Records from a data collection
=-=-=-=-=
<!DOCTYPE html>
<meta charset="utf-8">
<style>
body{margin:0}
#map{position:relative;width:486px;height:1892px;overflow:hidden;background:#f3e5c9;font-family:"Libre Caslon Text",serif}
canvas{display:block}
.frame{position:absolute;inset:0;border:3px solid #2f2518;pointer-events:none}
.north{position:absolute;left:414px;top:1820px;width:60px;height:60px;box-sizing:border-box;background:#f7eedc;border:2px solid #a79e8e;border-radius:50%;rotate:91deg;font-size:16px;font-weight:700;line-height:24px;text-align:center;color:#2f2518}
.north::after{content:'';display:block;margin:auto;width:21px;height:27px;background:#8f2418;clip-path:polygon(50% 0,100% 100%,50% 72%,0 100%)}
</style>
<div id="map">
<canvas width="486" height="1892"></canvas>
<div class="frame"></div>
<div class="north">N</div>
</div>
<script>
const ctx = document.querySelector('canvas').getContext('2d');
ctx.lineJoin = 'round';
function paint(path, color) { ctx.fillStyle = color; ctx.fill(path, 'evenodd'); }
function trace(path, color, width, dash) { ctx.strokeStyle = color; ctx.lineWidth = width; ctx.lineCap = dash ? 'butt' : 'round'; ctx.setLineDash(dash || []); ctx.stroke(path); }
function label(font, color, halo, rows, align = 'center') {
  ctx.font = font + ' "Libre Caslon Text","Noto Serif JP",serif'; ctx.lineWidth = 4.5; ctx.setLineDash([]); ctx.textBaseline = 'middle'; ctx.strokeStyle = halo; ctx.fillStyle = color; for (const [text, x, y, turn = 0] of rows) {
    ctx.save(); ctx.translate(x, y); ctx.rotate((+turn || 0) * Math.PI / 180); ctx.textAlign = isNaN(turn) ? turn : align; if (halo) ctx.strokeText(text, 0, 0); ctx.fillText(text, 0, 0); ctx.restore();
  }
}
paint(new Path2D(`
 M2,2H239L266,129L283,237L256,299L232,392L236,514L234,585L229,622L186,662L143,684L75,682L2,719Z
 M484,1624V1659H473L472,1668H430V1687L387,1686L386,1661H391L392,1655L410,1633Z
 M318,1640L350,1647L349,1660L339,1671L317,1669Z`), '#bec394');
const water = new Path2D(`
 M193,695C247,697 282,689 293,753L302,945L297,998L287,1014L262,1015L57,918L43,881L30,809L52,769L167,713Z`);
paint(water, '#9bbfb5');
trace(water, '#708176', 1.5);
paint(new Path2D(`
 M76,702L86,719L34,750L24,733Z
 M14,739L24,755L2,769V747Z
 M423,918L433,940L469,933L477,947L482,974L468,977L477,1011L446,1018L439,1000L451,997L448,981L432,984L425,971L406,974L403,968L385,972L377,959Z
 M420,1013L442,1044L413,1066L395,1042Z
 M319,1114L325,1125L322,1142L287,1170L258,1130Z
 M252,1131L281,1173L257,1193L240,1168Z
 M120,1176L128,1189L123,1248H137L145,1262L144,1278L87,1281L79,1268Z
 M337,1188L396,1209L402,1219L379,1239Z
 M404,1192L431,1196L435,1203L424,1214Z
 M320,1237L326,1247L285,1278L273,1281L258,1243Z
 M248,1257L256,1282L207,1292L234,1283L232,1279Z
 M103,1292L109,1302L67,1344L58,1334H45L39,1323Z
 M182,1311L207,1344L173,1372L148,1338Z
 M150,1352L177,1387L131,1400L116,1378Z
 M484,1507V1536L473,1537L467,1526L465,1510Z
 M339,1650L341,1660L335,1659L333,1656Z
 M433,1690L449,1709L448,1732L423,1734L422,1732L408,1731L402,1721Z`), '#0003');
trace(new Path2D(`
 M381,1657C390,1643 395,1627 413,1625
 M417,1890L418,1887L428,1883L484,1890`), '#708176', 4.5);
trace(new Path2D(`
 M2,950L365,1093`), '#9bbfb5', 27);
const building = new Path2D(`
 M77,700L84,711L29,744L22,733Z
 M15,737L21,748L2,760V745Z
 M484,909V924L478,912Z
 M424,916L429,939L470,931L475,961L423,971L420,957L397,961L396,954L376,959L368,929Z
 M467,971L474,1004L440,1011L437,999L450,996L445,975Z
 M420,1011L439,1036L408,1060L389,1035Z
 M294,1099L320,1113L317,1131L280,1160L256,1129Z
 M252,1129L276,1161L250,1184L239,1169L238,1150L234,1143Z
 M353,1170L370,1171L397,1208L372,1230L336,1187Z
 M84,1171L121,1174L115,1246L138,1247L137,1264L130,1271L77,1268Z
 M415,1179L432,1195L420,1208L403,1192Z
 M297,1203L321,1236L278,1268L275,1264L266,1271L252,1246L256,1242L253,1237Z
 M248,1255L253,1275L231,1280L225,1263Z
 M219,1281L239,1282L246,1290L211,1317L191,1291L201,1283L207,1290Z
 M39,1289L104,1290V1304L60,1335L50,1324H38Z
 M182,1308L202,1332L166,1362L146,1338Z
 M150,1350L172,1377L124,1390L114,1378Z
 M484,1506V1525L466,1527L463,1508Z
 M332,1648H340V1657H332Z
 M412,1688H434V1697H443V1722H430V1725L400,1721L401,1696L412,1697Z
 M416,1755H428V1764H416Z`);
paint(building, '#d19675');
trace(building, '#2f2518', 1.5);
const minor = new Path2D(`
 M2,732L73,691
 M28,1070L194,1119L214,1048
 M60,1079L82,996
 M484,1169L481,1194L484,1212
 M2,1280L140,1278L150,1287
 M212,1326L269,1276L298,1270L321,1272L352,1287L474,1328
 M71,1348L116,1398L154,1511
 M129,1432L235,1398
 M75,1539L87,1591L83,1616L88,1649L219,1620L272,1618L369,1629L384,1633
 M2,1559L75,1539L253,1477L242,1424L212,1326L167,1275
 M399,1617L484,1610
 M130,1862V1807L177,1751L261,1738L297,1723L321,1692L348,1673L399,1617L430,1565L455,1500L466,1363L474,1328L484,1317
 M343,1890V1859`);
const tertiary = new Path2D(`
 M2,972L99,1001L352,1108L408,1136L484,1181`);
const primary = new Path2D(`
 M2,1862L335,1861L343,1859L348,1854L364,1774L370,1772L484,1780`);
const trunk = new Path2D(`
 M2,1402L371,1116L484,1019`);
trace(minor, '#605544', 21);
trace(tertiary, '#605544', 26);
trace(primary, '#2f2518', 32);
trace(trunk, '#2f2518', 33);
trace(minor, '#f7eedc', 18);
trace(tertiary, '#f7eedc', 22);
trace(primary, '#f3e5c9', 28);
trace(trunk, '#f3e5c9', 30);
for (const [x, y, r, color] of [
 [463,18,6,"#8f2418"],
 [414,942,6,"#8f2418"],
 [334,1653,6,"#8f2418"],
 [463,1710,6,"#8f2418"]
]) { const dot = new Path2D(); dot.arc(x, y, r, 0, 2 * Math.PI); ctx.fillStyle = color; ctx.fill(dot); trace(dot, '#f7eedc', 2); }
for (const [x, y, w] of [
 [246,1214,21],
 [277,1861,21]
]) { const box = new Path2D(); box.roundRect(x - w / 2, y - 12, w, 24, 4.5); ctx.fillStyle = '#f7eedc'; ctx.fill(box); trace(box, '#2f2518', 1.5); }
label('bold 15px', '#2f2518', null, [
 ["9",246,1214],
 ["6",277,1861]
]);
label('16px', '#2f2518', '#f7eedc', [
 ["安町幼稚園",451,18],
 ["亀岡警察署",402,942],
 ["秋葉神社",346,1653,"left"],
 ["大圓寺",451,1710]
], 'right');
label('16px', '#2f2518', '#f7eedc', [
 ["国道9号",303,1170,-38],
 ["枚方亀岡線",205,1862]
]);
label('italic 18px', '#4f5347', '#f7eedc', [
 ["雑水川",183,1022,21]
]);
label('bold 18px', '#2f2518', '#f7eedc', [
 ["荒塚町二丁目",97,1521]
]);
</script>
=-=-=-=-=
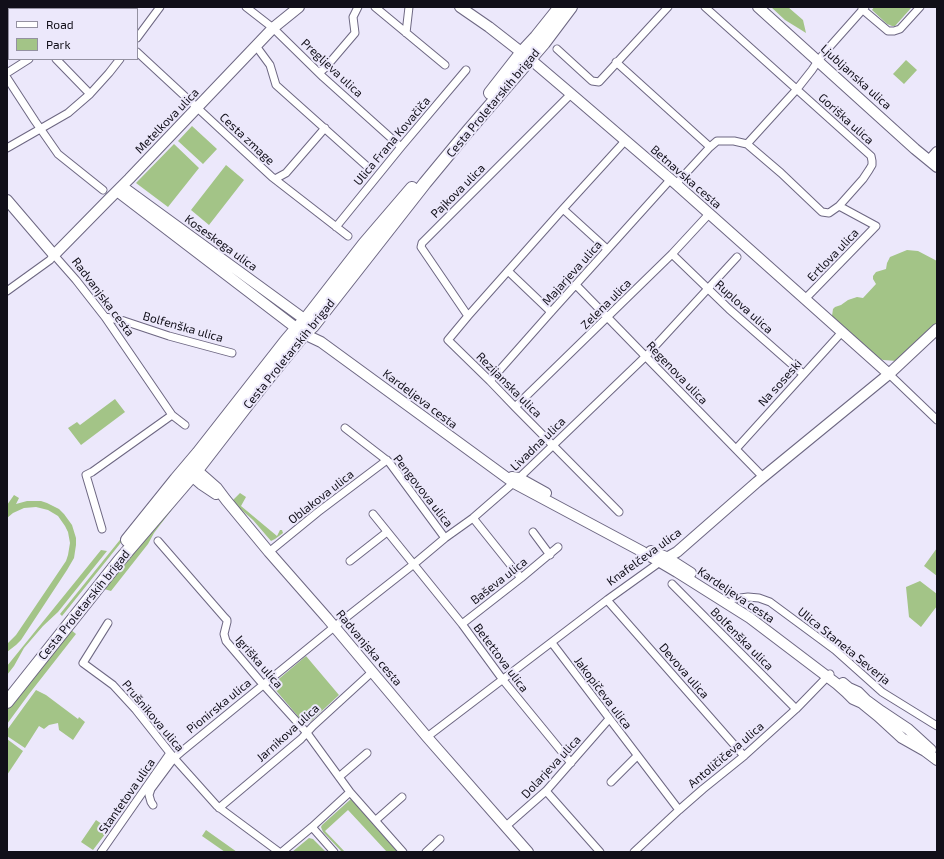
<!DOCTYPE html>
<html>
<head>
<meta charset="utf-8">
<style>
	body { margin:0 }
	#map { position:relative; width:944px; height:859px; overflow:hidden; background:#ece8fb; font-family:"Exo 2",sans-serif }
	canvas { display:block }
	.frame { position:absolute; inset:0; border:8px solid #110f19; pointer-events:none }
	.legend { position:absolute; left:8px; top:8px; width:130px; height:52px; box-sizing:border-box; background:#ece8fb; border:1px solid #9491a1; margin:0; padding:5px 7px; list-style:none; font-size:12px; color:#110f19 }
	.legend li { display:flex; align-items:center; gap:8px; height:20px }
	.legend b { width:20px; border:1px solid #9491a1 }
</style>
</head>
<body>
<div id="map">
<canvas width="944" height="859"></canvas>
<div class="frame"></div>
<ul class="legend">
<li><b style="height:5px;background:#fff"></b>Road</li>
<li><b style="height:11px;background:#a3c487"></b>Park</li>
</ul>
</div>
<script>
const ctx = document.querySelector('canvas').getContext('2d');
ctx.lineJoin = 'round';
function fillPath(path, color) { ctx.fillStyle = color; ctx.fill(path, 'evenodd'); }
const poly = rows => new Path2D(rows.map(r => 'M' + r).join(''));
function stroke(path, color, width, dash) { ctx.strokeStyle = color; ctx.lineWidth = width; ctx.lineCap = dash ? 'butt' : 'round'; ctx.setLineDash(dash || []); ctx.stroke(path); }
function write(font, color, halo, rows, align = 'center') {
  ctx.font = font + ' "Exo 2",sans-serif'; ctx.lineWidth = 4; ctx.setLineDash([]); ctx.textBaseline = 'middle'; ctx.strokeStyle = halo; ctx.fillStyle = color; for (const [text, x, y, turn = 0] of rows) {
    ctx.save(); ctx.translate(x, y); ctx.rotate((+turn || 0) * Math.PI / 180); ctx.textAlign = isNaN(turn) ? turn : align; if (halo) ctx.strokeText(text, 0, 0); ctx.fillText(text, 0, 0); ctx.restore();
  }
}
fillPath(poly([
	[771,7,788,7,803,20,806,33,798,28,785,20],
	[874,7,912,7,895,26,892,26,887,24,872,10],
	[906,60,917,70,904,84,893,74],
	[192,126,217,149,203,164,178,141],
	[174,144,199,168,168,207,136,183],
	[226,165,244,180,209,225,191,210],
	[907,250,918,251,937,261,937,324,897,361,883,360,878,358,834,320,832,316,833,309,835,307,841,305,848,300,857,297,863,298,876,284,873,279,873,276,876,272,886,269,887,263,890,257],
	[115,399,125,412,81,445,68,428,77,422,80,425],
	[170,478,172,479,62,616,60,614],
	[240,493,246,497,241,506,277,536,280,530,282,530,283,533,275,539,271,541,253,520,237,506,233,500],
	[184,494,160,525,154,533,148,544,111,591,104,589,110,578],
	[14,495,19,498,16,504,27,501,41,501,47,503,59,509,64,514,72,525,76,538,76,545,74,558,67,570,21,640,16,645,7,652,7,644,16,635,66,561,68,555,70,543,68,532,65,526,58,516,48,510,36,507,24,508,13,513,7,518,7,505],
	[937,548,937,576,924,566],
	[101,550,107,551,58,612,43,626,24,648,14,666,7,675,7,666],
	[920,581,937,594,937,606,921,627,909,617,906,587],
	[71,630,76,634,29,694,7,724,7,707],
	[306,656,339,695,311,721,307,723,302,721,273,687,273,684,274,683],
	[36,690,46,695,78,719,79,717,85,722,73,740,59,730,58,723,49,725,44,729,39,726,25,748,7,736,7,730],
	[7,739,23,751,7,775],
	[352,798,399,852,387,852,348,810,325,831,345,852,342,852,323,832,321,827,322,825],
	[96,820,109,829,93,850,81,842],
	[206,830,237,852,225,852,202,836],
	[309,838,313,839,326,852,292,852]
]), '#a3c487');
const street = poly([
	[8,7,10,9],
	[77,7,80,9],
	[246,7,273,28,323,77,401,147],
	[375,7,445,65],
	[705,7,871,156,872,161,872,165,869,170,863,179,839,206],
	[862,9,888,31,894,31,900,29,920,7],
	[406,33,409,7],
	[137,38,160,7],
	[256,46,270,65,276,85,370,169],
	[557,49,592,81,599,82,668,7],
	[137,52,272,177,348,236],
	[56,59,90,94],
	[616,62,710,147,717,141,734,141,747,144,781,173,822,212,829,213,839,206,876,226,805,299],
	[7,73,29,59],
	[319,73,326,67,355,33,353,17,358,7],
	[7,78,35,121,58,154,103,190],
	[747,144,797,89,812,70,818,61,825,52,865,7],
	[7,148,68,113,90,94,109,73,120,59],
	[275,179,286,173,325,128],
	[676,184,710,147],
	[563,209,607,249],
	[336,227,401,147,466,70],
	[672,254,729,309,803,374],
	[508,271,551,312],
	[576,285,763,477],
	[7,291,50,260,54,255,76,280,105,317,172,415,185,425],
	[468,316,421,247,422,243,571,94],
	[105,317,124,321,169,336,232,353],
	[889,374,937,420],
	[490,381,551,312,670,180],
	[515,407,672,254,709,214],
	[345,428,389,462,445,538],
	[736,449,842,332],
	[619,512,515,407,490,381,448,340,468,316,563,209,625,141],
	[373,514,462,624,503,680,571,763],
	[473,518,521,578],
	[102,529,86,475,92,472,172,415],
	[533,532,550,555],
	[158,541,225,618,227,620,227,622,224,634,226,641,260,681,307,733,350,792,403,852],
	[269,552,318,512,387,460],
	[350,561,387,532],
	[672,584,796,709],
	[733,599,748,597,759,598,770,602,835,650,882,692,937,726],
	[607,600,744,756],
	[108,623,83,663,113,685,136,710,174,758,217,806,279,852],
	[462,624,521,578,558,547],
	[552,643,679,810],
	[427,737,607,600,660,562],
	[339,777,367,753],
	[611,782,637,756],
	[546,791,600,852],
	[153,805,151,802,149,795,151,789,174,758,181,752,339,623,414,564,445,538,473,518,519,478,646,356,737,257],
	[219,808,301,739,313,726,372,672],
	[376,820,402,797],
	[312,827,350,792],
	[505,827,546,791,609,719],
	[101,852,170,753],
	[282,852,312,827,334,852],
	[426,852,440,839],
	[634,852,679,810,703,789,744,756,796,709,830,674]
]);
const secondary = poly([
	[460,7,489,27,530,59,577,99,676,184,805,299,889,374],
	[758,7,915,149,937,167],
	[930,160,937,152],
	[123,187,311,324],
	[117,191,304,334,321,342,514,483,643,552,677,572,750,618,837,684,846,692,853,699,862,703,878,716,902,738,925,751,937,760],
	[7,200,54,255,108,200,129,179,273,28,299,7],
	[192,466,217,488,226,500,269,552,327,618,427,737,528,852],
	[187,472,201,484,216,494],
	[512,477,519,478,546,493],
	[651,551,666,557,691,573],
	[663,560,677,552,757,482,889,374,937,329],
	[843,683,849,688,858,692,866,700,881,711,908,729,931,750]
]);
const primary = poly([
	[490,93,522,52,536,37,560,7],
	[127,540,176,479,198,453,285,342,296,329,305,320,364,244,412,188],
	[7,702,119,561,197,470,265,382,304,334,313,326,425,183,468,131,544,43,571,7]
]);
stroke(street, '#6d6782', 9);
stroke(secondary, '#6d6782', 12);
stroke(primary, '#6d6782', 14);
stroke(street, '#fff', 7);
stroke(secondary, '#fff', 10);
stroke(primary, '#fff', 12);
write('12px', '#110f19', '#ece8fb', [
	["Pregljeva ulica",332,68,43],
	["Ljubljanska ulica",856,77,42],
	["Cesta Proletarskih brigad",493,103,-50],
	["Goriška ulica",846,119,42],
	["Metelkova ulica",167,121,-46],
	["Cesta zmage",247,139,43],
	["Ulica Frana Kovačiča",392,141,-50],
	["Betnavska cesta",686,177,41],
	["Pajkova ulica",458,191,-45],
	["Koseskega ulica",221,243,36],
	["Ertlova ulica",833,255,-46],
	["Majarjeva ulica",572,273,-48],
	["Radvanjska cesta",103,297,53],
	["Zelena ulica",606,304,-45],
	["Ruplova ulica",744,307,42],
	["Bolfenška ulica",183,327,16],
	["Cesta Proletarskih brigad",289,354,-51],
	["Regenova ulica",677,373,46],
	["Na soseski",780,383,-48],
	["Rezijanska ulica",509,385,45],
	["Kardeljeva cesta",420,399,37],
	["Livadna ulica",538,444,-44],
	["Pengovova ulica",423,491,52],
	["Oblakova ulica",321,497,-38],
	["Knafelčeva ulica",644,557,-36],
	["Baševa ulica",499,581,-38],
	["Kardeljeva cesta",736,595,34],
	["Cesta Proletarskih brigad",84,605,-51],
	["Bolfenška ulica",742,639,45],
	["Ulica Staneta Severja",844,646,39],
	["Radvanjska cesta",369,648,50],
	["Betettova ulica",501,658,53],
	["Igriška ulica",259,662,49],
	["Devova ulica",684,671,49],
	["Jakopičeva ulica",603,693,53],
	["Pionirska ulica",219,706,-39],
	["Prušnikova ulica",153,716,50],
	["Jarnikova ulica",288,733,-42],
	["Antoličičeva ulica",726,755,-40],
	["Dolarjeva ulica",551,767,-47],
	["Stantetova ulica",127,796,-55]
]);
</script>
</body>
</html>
=-=-=-=-=
**TASK DIRECTIONS**
From the data above, gather every line that includes the word "setLineDash".

**EXERCISE ANSWER**
function trace(path, color, width, dash) { ctx.strokeStyle = color; ctx.lineWidth = width; ctx.lineCap = dash ? 'butt' : 'round'; ctx.setLineDash(dash || []); ctx.stroke(path); }
  ctx.font = font + ' "Libre Caslon Text","Noto Serif JP",serif'; ctx.lineWidth = 4.5; ctx.setLineDash([]); ctx.textBaseline = 'middle'; ctx.strokeStyle = halo; ctx.fillStyle = color; for (const [text, x, y, turn = 0] of rows) {
function stroke(path, color, width, dash) { ctx.strokeStyle = color; ctx.lineWidth = width; ctx.lineCap = dash ? 'butt' : 'round'; ctx.setLineDash(dash || []); ctx.stroke(path); }
  ctx.font = font + ' "Exo 2",sans-serif'; ctx.lineWidth = 4; ctx.setLineDash([]); ctx.textBaseline = 'middle'; ctx.strokeStyle = halo; ctx.fillStyle = color; for (const [text, x, y, turn = 0] of rows) {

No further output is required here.